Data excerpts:

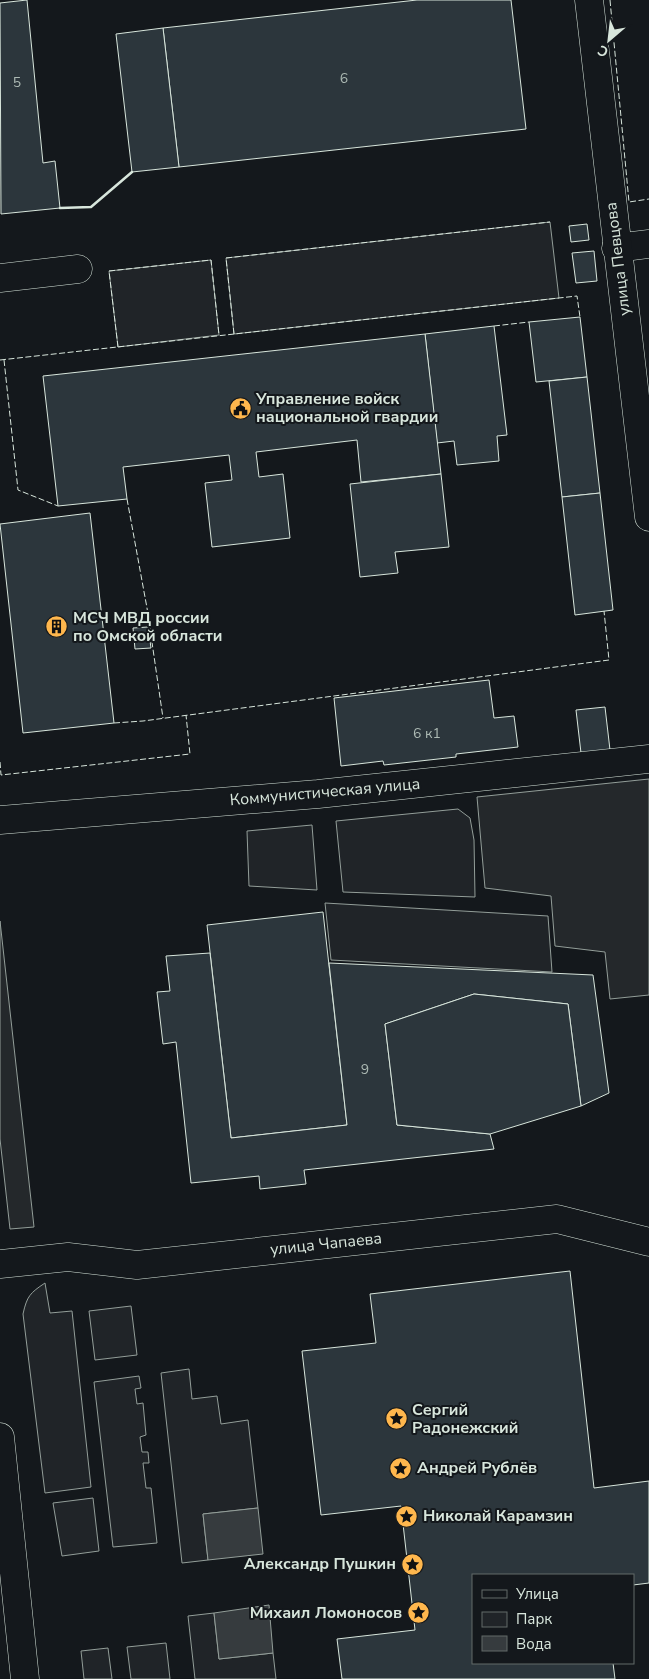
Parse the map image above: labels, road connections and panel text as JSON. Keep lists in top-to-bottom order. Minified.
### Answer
{"streets":{"street":["улица Певцова","Коммунистическая улица","улица Чапаева"]},"places":{"public building":["Управление войск национальной гвардии"],"building":["МСЧ МВД россии по Омской области"],"place":["Сергий Радонежский","Андрей Рублёв","Николай Карамзин","Александр Пушкин","Михаил Ломоносов"]},"house_numbers":["6","5","6 к1","9"],"legend":["Улица","Парк","Вода"],"north":"bottom left"}
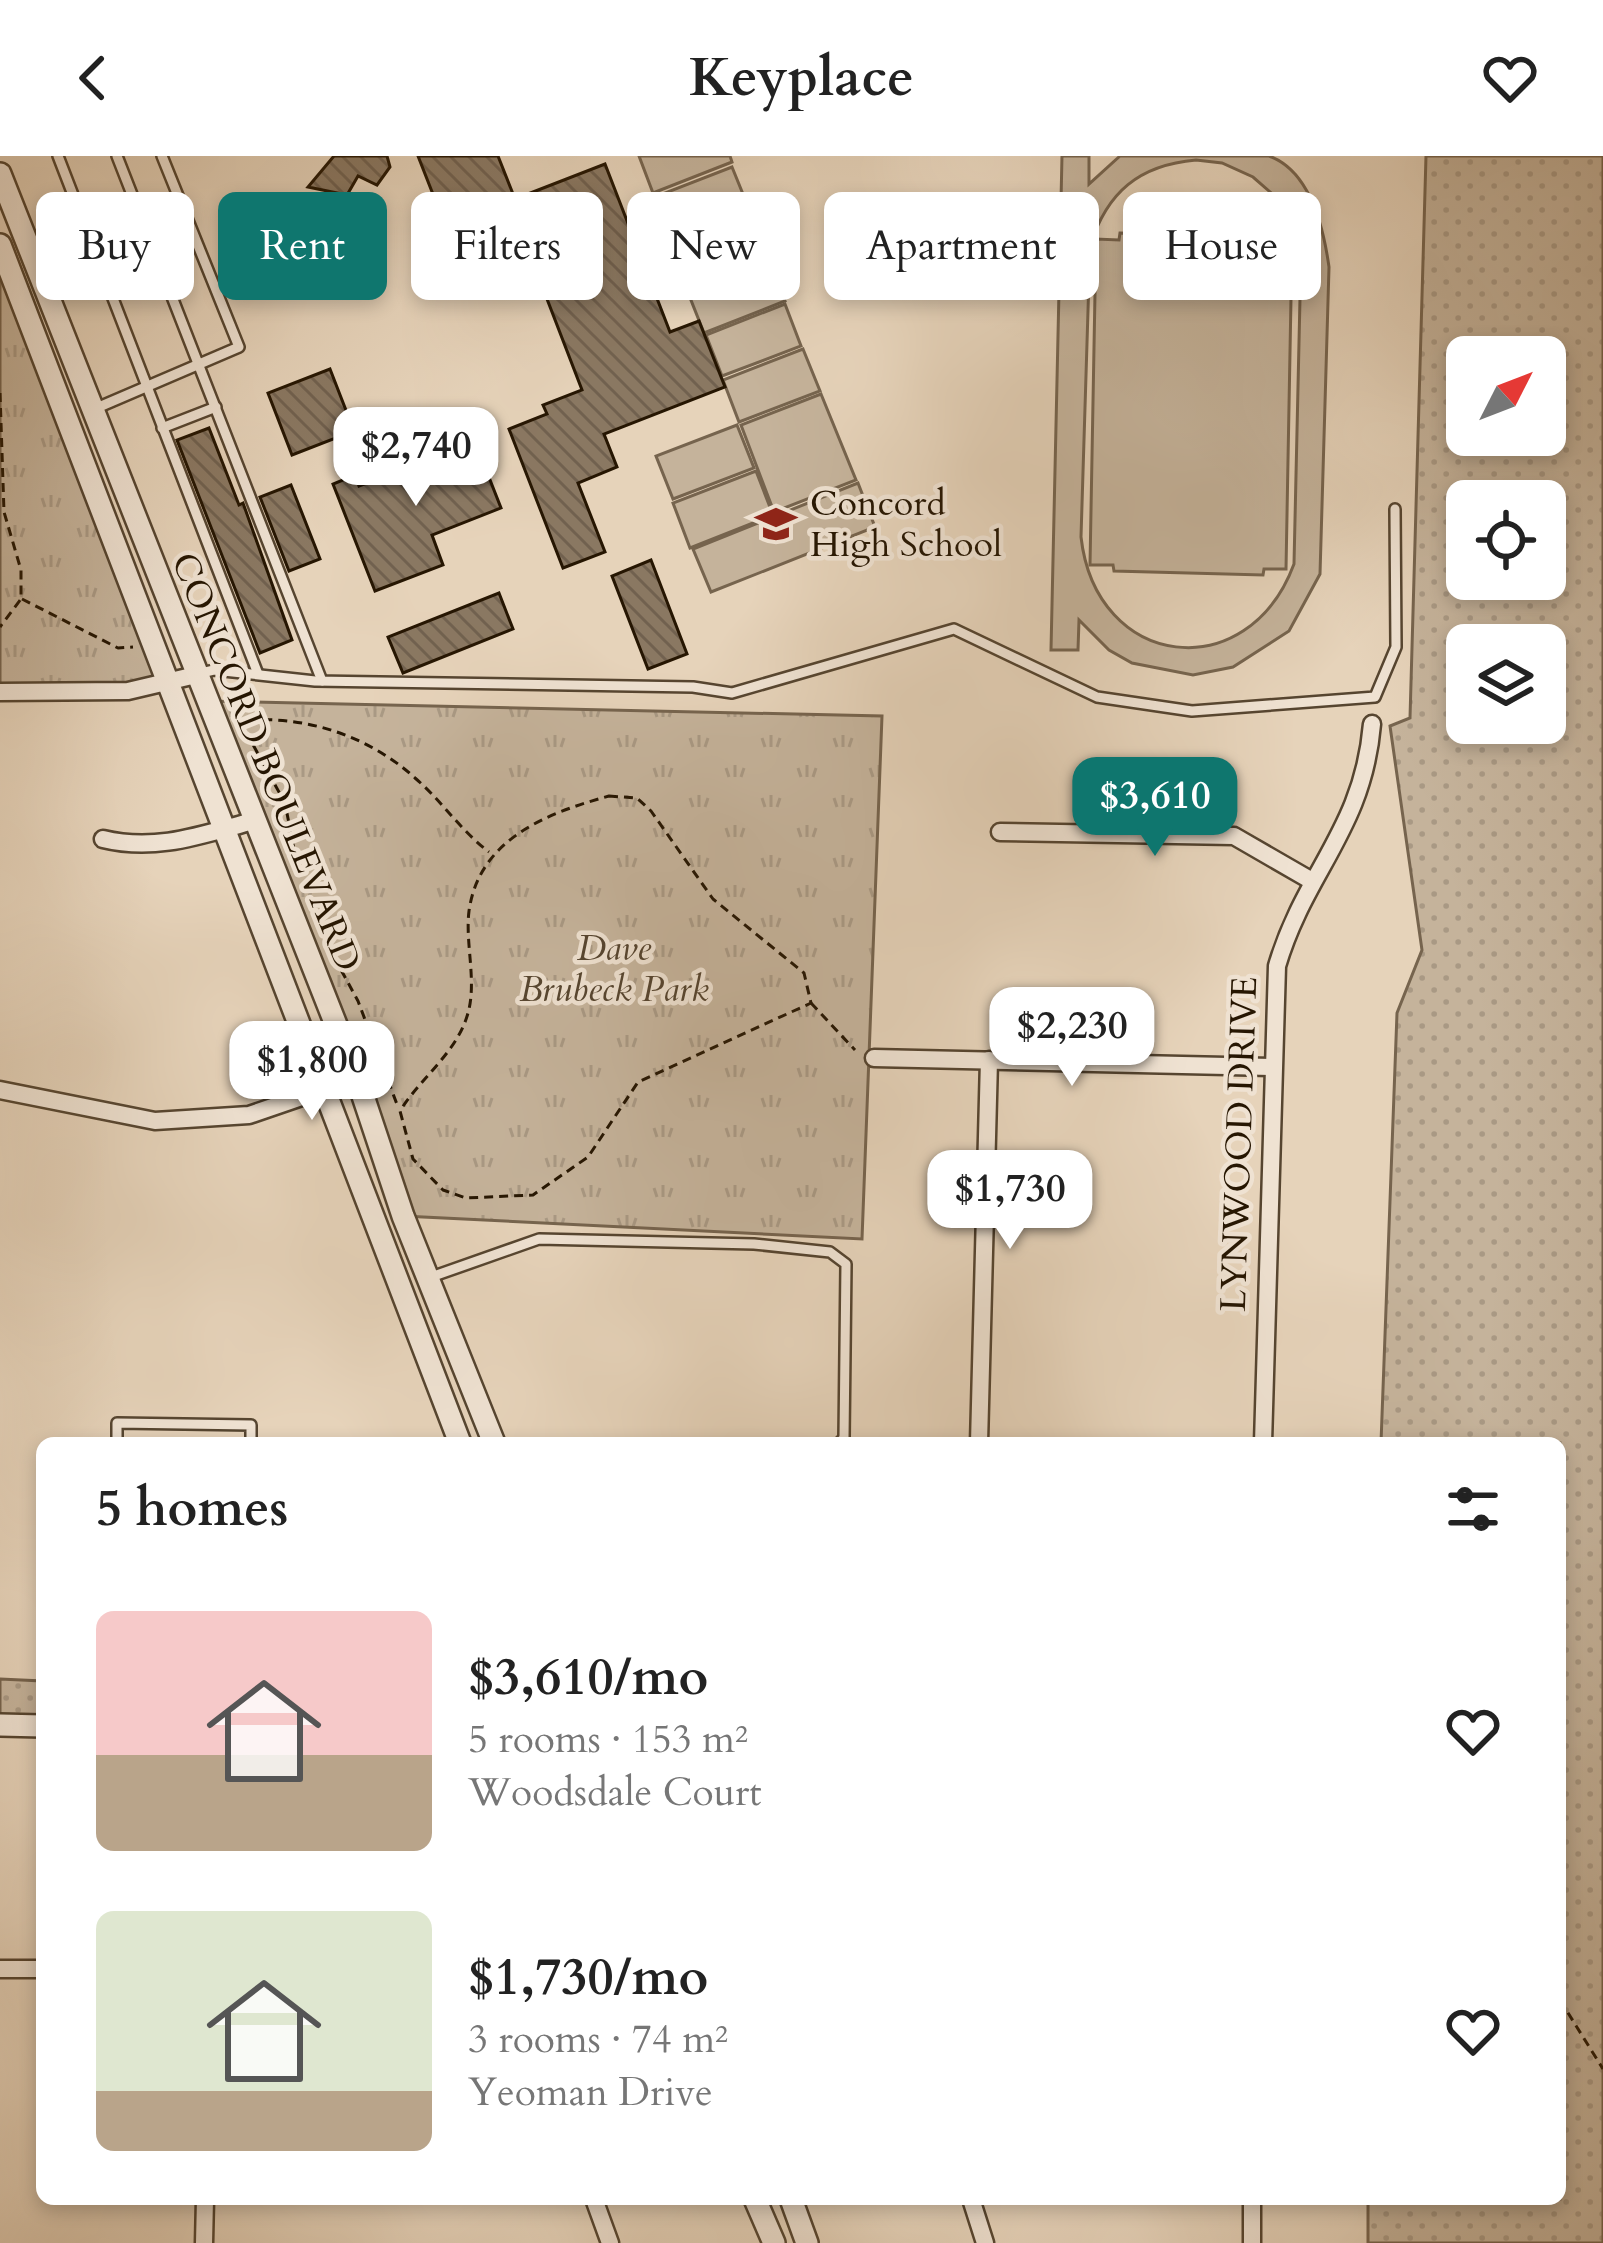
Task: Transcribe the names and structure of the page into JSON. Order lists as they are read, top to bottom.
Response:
{
  "streets": {
    "street": ["CONCORD BOULEVARD", "LYNWOOD DRIVE"]
  },
  "parks": ["Dave Brubeck Park"],
  "places": {
    "school or university": ["Concord High School"]
  },
  "north": "top right",
  "page": {
    "header": "Keyplace",
    "chip": [
      "Buy",
      "Rent",
      "Filters",
      "New",
      "Apartment",
      "House"
    ],
    "price": [
      "$2,740",
      "$3,610",
      "$2,230",
      "$1,800",
      "$1,730"
    ],
    "heading": "5 homes",
    "list": [
      {
        "name": "$3,610/mo",
        "note": "5 rooms · 153 m² · Woodsdale Court"
      },
      {
        "name": "$1,730/mo",
        "note": "3 rooms · 74 m² · Yeoman Drive"
      }
    ]
  }
}
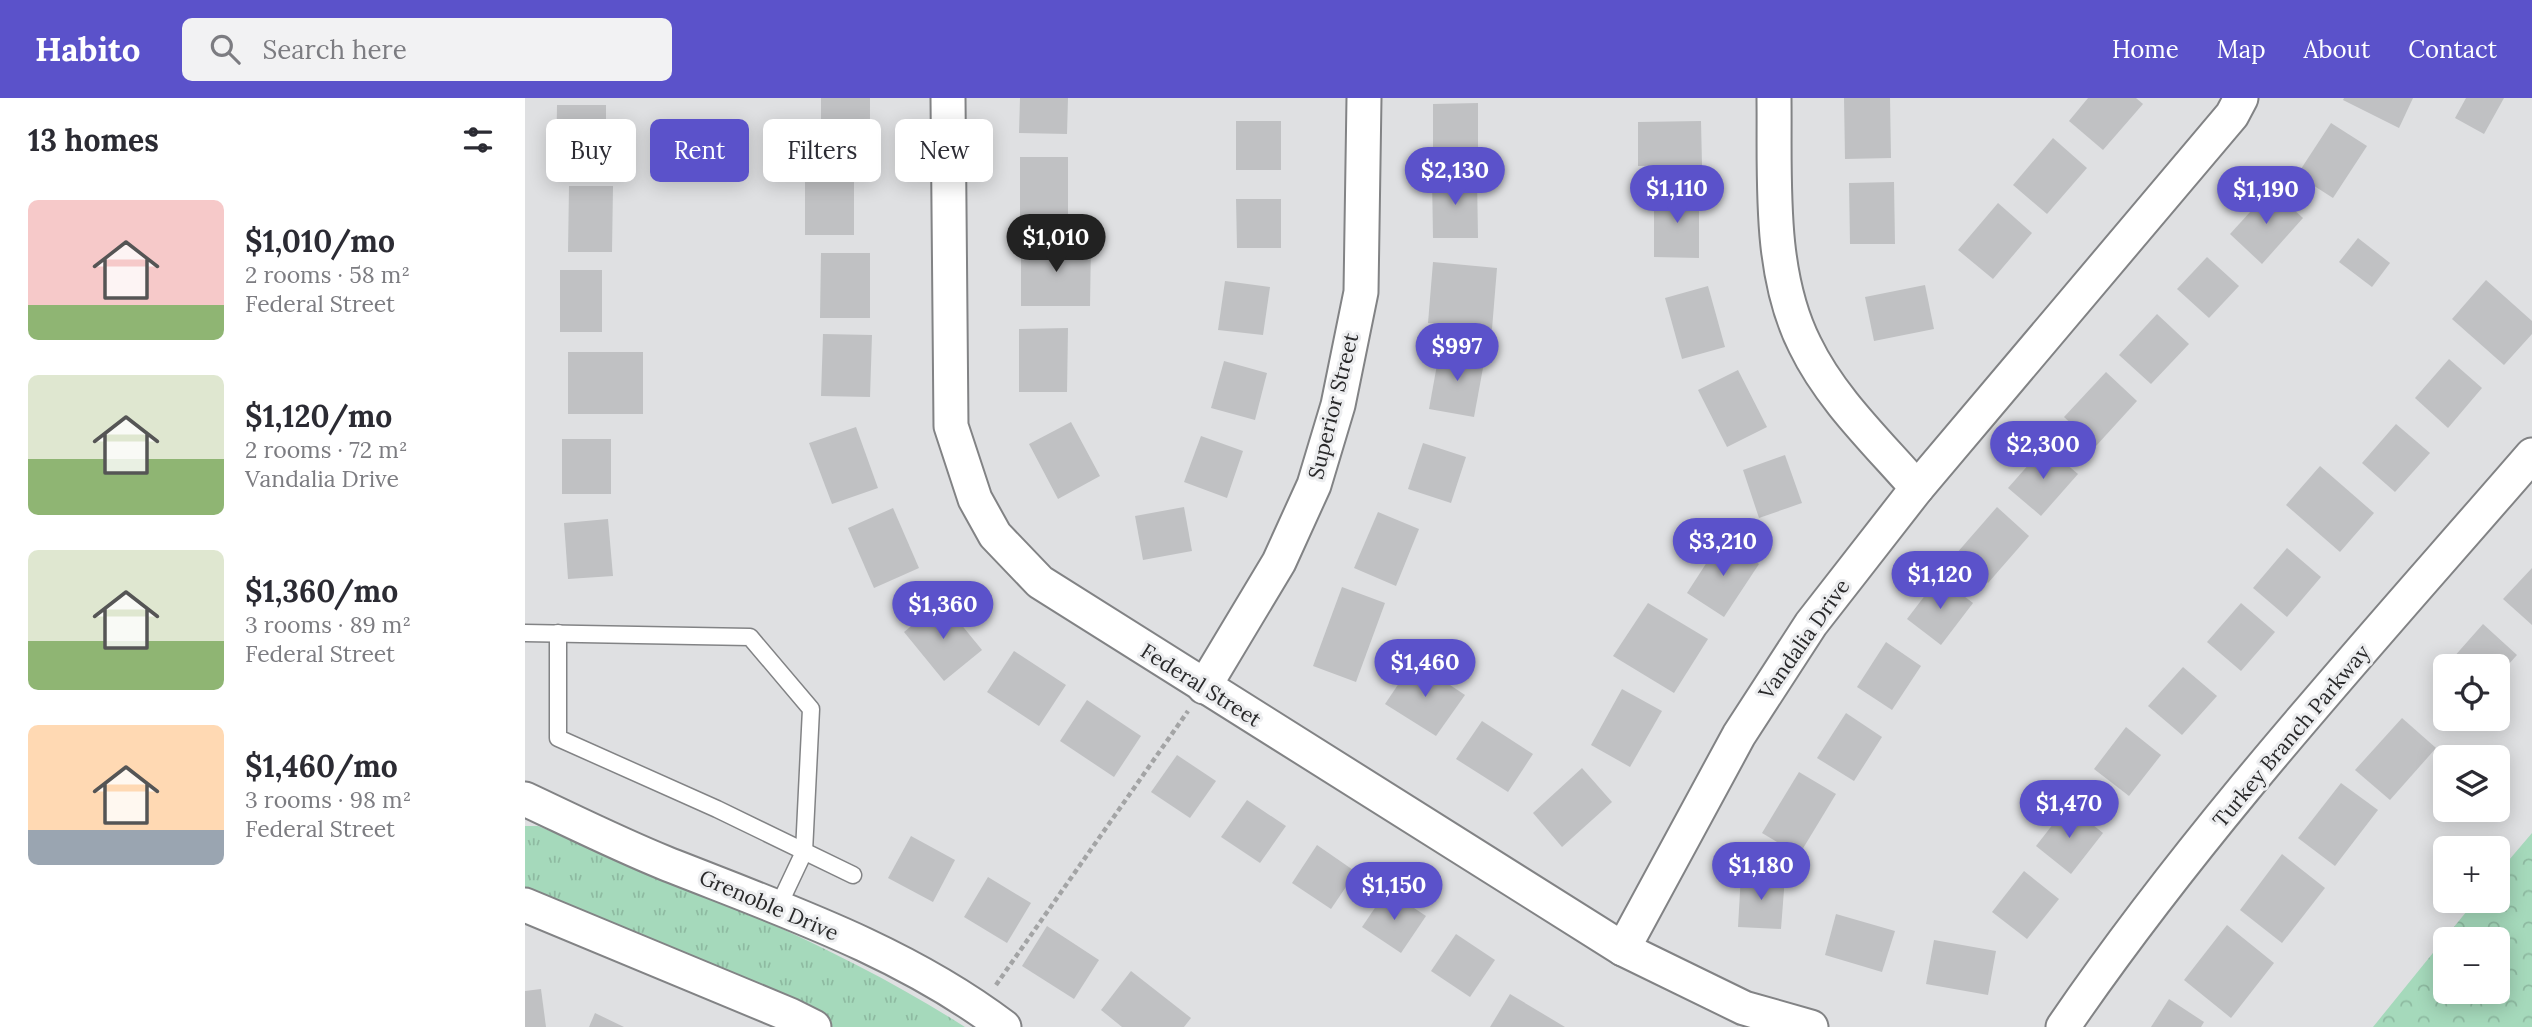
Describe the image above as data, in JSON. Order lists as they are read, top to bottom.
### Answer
{
  "streets": {
    "street": [
      "Superior Street",
      "Vandalia Drive",
      "Federal Street",
      "Turkey Branch Parkway",
      "Grenoble Drive"
    ]
  },
  "crossings": [
    ["Superior Street", "Federal Street"],
    ["Vandalia Drive", "Federal Street"]
  ],
  "page": {
    "header": "Habito",
    "search": "Search here",
    "nav": [
      "Home",
      "Map",
      "About",
      "Contact"
    ],
    "heading": "13 homes",
    "chip": [
      "Buy",
      "Rent",
      "Filters",
      "New"
    ],
    "price": [
      "$2,130",
      "$1,110",
      "$1,190",
      "$1,010",
      "$997",
      "$2,300",
      "$3,210",
      "$1,120",
      "$1,360",
      "$1,460",
      "$1,470",
      "$1,180",
      "$1,150"
    ],
    "list": [
      {
        "name": "$1,010/mo",
        "note": "2 rooms · 58 m² · Federal Street"
      },
      {
        "name": "$1,120/mo",
        "note": "2 rooms · 72 m² · Vandalia Drive"
      },
      {
        "name": "$1,360/mo",
        "note": "3 rooms · 89 m² · Federal Street"
      },
      {
        "name": "$1,460/mo",
        "note": "3 rooms · 98 m² · Federal Street"
      }
    ],
    "map_buttons": ["+", "−"]
  }
}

* The task
Please output all of the data exactly as given, omitting any images it holds.

* Worked solution
Parse the map image above: labels, road connections and panel text as JSON. Keep lists in top-to-bottom order. Minified.
### Answer
{"streets":{"street":["улица Певцова","Коммунистическая улица","улица Чапаева"]},"places":{"public building":["Управление войск национальной гвардии"],"building":["МСЧ МВД россии по Омской области"],"place":["Сергий Радонежский","Андрей Рублёв","Николай Карамзин","Александр Пушкин","Михаил Ломоносов"]},"house_numbers":["6","5","6 к1","9"],"legend":["Улица","Парк","Вода"],"north":"bottom left"}
Task: Transcribe the names and structure of the page into JSON. Order lists as they are read, top to bottom.
Response:
{
  "streets": {
    "street": ["CONCORD BOULEVARD", "LYNWOOD DRIVE"]
  },
  "parks": ["Dave Brubeck Park"],
  "places": {
    "school or university": ["Concord High School"]
  },
  "north": "top right",
  "page": {
    "header": "Keyplace",
    "chip": [
      "Buy",
      "Rent",
      "Filters",
      "New",
      "Apartment",
      "House"
    ],
    "price": [
      "$2,740",
      "$3,610",
      "$2,230",
      "$1,800",
      "$1,730"
    ],
    "heading": "5 homes",
    "list": [
      {
        "name": "$3,610/mo",
        "note": "5 rooms · 153 m² · Woodsdale Court"
      },
      {
        "name": "$1,730/mo",
        "note": "3 rooms · 74 m² · Yeoman Drive"
      }
    ]
  }
}
Describe the image above as data, in JSON. Order lists as they are read, top to bottom.
### Answer
{
  "streets": {
    "street": [
      "Superior Street",
      "Vandalia Drive",
      "Federal Street",
      "Turkey Branch Parkway",
      "Grenoble Drive"
    ]
  },
  "crossings": [
    ["Superior Street", "Federal Street"],
    ["Vandalia Drive", "Federal Street"]
  ],
  "page": {
    "header": "Habito",
    "search": "Search here",
    "nav": [
      "Home",
      "Map",
      "About",
      "Contact"
    ],
    "heading": "13 homes",
    "chip": [
      "Buy",
      "Rent",
      "Filters",
      "New"
    ],
    "price": [
      "$2,130",
      "$1,110",
      "$1,190",
      "$1,010",
      "$997",
      "$2,300",
      "$3,210",
      "$1,120",
      "$1,360",
      "$1,460",
      "$1,470",
      "$1,180",
      "$1,150"
    ],
    "list": [
      {
        "name": "$1,010/mo",
        "note": "2 rooms · 58 m² · Federal Street"
      },
      {
        "name": "$1,120/mo",
        "note": "2 rooms · 72 m² · Vandalia Drive"
      },
      {
        "name": "$1,360/mo",
        "note": "3 rooms · 89 m² · Federal Street"
      },
      {
        "name": "$1,460/mo",
        "note": "3 rooms · 98 m² · Federal Street"
      }
    ],
    "map_buttons": ["+", "−"]
  }
}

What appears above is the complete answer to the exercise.